### What the task requires
Drop the pictures from the entries below, then reproduce the rest exactly.
[Supplied information — start]
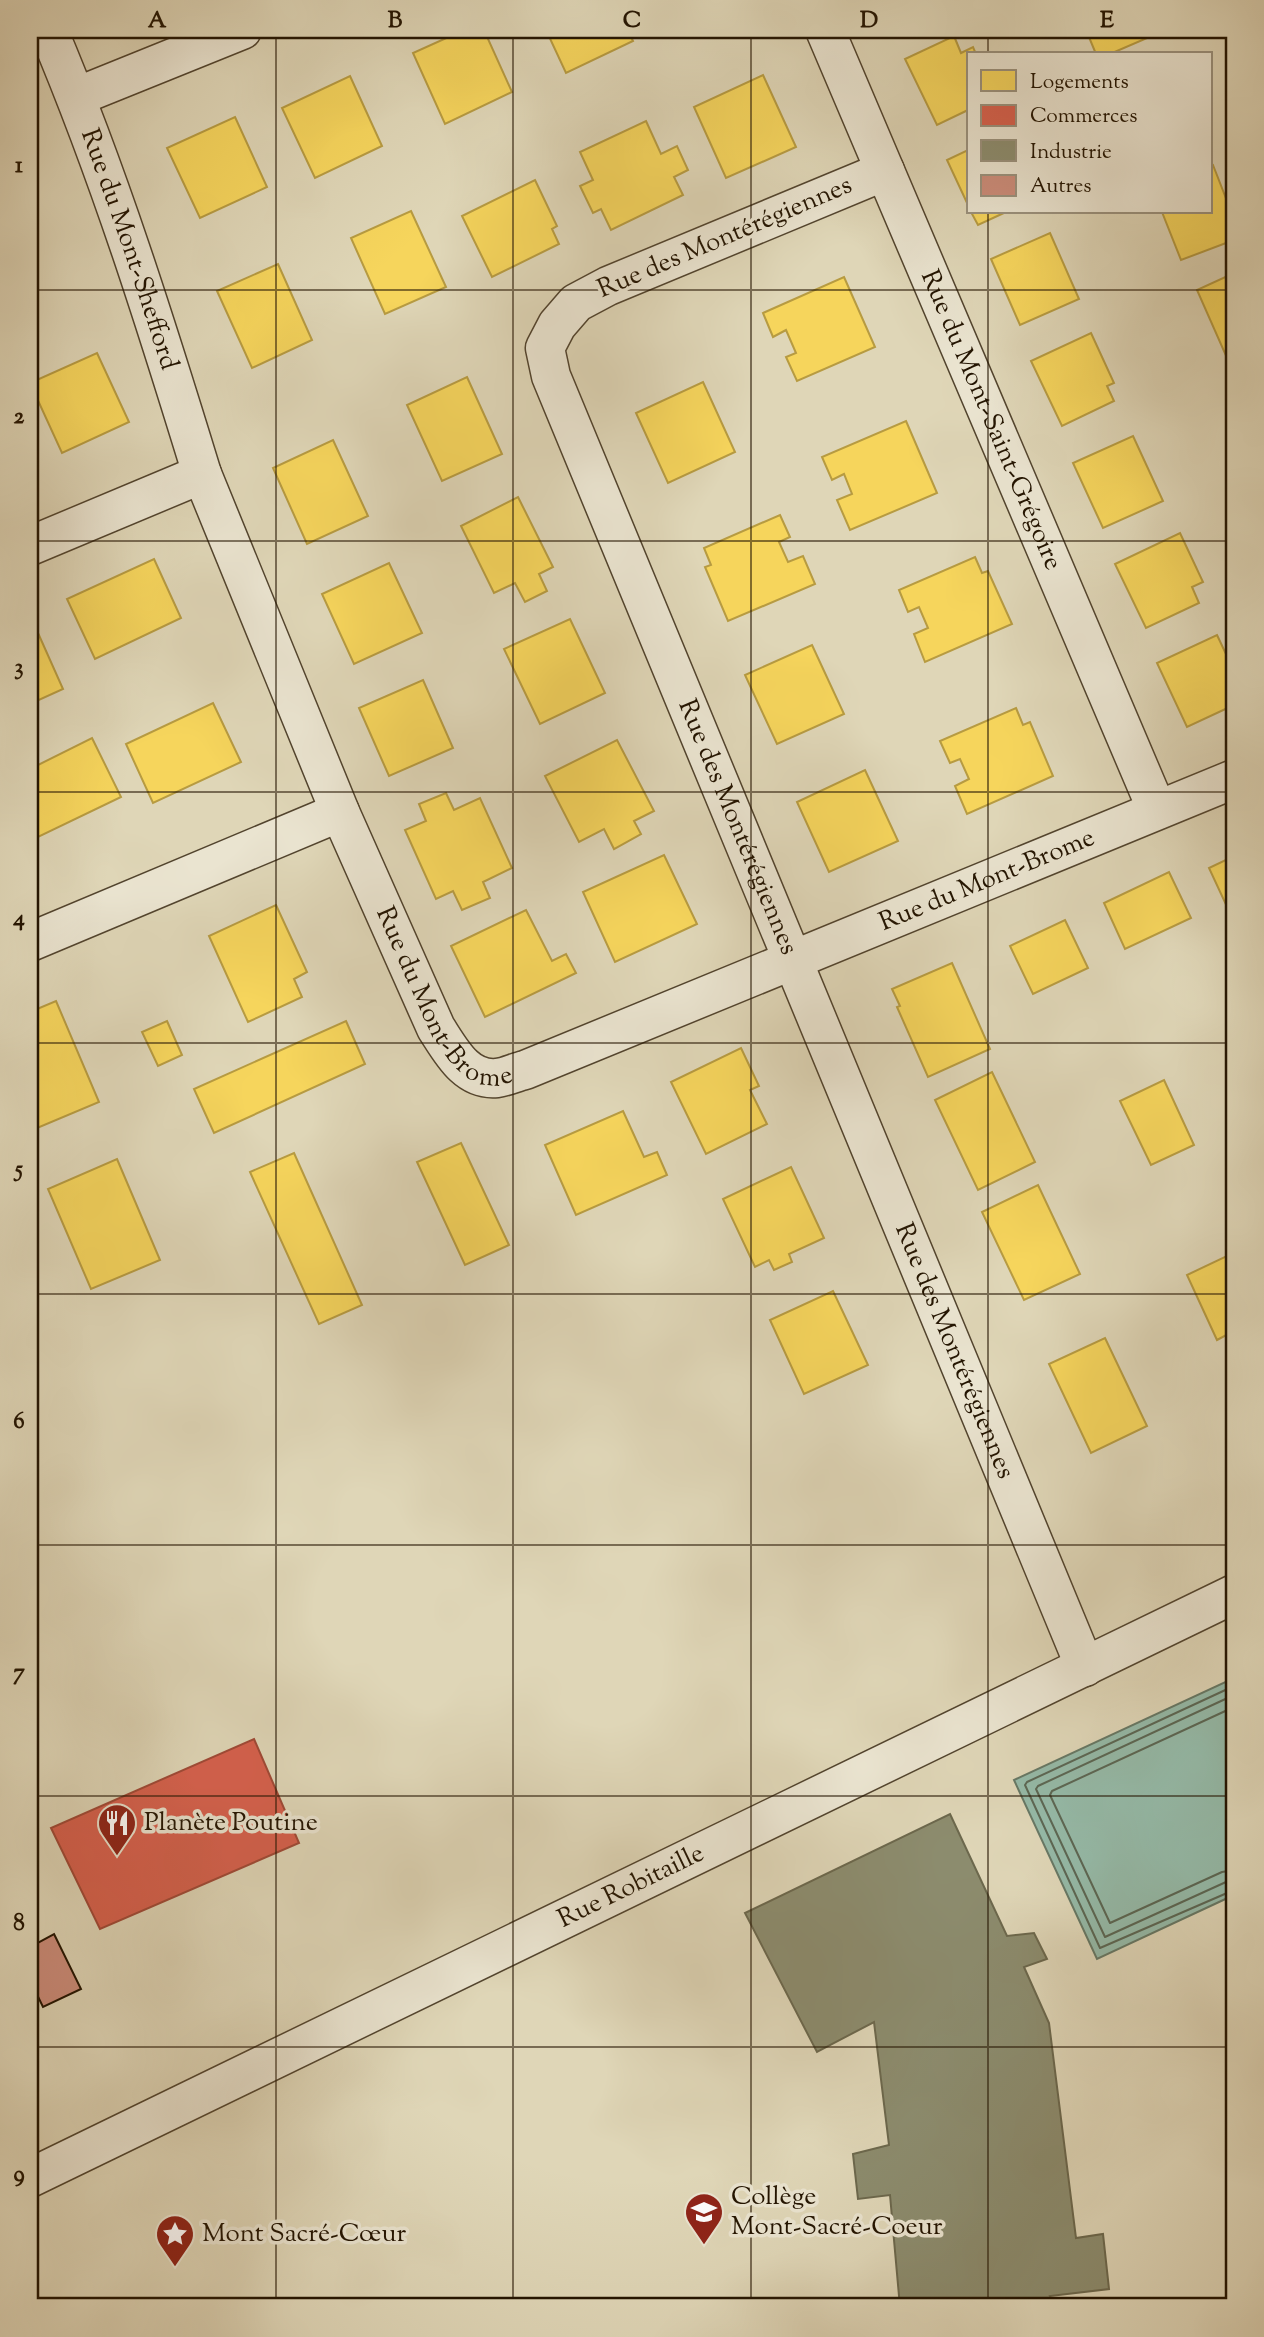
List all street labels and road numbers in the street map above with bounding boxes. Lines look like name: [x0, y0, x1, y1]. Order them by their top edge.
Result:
street label: Rue du Mont-Shefford: [71, 123, 187, 375]
street label: Rue des Montérégiennes: [592, 168, 858, 308]
street label: Rue du Mont-Saint-Grégoire: [911, 264, 1071, 576]
street label: Rue des Montérégiennes: [668, 694, 807, 961]
street label: Rue du Mont-Brome: [874, 820, 1100, 941]
street label: Rue du Mont-Brome: [366, 901, 517, 1097]
street label: Rue des Montérégiennes: [885, 1218, 1024, 1485]
street label: Rue Robitaille: [552, 1835, 710, 1938]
[Supplied information — finish]
### Answer to the exercise
List all street labels and road numbers in the street map above with bounding boxes. Lines look like name: [x0, y0, x1, y1]. Order them by their top edge.
Result:
street label: Rue du Mont-Shefford: [71, 123, 187, 375]
street label: Rue des Montérégiennes: [592, 168, 858, 308]
street label: Rue du Mont-Saint-Grégoire: [911, 264, 1071, 576]
street label: Rue des Montérégiennes: [668, 694, 807, 961]
street label: Rue du Mont-Brome: [874, 820, 1100, 941]
street label: Rue du Mont-Brome: [366, 901, 517, 1097]
street label: Rue des Montérégiennes: [885, 1218, 1024, 1485]
street label: Rue Robitaille: [552, 1835, 710, 1938]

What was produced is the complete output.